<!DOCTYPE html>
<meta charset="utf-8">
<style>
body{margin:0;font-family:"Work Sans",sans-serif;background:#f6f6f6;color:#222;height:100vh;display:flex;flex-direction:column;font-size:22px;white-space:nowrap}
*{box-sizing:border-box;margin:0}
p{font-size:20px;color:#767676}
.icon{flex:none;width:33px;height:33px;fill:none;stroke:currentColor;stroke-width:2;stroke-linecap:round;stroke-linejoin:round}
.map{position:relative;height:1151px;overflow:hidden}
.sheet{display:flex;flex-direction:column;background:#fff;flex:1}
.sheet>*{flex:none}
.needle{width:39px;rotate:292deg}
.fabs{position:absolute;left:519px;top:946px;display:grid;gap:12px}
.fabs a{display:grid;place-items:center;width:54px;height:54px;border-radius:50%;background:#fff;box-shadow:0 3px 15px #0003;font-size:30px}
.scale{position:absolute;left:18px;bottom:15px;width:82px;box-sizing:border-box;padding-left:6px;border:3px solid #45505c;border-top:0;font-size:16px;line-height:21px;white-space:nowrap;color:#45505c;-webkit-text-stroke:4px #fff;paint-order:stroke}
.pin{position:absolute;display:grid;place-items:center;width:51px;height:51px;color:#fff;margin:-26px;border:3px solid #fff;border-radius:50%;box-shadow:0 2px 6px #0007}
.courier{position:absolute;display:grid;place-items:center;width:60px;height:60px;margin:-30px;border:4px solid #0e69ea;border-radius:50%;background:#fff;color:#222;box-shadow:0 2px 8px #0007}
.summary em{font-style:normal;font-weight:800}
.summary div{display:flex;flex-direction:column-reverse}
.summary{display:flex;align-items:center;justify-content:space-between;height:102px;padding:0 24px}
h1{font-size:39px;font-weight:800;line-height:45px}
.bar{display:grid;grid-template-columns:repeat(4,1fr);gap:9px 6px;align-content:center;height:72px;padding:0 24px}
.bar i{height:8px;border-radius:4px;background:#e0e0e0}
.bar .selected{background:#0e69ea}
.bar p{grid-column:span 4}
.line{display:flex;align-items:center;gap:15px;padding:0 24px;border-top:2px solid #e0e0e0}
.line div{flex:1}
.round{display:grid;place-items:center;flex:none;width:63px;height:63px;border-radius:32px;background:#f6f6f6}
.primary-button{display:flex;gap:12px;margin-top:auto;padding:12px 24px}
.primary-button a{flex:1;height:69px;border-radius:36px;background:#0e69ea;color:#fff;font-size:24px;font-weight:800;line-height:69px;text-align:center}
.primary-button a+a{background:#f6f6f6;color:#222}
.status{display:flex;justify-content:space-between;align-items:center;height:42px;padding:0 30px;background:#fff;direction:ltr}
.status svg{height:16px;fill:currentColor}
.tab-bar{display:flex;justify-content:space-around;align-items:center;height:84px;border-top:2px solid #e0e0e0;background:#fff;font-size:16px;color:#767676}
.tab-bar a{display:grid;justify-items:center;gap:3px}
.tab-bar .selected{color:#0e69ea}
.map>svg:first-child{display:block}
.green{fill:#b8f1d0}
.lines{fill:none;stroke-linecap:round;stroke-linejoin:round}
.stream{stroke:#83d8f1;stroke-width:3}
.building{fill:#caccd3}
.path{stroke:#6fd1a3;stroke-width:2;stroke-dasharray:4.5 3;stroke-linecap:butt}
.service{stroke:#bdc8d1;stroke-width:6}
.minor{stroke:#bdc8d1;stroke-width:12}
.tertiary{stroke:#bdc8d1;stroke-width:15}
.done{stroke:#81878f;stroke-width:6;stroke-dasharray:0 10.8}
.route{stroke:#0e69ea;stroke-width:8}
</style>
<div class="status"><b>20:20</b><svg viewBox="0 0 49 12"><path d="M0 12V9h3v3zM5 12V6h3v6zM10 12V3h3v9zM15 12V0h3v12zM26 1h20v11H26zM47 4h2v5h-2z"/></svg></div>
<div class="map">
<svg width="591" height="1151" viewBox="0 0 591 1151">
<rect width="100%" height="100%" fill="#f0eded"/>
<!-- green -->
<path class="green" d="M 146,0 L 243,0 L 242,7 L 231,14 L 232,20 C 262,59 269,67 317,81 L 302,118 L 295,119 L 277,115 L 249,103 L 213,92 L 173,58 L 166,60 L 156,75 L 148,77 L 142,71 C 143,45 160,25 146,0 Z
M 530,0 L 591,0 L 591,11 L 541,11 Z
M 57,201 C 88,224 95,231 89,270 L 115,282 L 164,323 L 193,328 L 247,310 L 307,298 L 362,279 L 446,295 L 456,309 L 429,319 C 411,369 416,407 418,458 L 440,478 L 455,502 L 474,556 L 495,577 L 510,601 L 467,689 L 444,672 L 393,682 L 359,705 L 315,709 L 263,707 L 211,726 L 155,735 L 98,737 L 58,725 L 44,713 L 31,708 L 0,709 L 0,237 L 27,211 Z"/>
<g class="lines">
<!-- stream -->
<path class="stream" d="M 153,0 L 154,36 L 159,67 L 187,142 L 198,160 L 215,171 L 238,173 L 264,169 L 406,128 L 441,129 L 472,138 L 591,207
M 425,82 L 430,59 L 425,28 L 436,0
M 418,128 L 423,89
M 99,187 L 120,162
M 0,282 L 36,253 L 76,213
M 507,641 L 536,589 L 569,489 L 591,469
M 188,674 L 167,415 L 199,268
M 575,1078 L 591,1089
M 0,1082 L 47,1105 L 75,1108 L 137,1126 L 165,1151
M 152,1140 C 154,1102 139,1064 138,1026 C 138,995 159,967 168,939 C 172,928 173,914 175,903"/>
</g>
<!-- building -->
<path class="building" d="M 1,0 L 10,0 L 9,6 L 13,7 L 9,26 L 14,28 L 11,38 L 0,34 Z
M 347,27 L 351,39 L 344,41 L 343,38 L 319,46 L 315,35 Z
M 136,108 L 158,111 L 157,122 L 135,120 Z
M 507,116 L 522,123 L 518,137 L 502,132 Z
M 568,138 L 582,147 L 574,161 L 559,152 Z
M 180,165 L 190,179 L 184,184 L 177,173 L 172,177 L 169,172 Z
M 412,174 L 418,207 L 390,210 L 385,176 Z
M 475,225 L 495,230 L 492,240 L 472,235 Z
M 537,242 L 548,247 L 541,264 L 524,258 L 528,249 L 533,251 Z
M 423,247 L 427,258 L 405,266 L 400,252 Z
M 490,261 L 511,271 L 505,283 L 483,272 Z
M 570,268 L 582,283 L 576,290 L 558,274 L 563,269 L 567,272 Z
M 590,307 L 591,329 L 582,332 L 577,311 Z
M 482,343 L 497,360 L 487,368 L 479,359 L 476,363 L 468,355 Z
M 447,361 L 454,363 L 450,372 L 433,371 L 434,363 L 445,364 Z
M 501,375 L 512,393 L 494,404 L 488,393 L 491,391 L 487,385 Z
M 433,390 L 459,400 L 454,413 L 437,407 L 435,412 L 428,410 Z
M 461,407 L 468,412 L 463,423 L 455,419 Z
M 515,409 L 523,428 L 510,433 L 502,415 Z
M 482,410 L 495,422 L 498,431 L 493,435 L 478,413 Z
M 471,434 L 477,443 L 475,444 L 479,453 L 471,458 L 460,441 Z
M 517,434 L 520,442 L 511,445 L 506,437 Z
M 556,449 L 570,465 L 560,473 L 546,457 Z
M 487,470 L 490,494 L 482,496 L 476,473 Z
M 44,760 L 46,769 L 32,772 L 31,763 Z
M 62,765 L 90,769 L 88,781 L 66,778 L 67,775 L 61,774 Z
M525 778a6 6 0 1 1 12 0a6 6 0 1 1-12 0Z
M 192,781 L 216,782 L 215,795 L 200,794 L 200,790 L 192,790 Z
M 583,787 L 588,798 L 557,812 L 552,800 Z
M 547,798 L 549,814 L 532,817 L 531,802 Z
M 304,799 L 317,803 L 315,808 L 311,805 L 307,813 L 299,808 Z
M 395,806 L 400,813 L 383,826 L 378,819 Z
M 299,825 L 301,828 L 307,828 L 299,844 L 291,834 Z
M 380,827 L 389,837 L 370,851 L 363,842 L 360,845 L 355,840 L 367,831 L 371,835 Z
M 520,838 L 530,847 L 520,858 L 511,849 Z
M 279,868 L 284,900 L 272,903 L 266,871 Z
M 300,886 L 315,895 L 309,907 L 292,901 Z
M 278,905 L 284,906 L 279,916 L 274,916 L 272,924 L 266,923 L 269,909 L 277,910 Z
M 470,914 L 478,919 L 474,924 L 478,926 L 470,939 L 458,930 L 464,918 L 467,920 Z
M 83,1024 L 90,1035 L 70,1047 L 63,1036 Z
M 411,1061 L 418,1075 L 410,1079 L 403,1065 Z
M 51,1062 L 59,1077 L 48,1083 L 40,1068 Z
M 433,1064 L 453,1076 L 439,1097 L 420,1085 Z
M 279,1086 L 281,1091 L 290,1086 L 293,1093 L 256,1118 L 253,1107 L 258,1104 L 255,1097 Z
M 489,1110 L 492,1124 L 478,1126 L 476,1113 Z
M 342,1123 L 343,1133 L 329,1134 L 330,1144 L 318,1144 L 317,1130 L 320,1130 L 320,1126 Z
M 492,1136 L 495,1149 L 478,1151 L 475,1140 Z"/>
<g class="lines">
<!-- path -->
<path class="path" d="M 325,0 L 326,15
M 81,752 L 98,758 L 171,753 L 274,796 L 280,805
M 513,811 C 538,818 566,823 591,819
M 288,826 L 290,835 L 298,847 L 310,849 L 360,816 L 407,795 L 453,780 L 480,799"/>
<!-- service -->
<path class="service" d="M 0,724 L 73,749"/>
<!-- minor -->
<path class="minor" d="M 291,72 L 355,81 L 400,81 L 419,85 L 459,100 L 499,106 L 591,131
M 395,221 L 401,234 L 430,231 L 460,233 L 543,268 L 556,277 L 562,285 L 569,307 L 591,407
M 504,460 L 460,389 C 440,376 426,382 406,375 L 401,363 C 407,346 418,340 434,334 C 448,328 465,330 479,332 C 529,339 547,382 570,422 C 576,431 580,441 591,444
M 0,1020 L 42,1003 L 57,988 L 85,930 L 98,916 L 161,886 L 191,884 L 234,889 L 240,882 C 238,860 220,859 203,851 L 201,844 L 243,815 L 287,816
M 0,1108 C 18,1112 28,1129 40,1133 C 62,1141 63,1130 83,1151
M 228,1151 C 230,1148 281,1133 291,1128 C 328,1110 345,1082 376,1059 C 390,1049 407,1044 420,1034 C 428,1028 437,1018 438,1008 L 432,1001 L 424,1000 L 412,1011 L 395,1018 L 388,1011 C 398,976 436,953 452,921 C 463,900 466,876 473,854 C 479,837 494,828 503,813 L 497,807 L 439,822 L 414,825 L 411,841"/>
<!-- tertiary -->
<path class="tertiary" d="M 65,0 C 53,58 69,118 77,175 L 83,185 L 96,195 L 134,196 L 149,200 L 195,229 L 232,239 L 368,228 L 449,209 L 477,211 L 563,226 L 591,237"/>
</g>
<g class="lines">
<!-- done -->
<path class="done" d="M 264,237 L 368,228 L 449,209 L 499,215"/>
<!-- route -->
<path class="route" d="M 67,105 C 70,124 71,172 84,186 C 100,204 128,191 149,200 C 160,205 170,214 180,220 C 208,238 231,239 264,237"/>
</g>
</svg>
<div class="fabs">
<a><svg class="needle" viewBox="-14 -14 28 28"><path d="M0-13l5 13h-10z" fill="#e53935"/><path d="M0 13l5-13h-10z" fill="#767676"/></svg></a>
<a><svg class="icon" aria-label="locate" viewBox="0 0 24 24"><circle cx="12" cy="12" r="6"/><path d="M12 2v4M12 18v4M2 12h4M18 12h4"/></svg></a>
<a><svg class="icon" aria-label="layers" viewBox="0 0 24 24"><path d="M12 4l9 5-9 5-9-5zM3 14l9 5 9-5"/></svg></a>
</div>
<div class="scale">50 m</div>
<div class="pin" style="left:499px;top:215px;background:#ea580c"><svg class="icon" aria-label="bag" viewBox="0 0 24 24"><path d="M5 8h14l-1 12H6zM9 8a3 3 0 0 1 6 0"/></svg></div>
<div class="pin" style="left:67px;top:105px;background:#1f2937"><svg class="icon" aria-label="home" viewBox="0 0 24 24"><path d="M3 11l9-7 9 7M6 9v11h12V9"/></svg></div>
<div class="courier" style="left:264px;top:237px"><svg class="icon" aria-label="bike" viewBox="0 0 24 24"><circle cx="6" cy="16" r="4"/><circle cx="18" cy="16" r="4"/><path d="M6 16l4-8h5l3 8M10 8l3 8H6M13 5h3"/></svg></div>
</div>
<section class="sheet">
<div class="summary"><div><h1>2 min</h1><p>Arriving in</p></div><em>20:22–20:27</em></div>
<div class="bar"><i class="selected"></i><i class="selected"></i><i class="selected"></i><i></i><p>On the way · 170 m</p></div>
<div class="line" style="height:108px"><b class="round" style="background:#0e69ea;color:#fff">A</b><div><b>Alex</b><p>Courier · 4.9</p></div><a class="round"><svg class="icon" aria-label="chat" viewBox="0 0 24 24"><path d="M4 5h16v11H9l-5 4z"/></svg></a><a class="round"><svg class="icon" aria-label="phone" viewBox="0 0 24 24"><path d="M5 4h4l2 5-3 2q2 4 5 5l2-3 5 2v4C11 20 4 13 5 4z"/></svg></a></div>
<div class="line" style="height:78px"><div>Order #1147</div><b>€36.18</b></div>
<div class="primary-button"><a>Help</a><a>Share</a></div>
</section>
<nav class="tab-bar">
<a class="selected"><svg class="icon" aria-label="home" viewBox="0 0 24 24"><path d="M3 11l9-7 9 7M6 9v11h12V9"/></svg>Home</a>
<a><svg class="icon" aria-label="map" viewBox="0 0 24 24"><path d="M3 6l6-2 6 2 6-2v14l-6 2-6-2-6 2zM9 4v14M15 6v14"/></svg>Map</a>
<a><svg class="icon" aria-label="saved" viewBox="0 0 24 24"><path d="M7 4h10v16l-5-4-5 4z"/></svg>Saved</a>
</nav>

**Work required**
Among the lines above, return those that contain the string "sizing".

**Solution**
*{box-sizing:border-box;margin:0}
.scale{position:absolute;left:18px;bottom:15px;width:82px;box-sizing:border-box;padding-left:6px;border:3px solid #45505c;border-top:0;font-size:16px;line-height:21px;white-space:nowrap;color:#45505c;-webkit-text-stroke:4px #fff;paint-order:stroke}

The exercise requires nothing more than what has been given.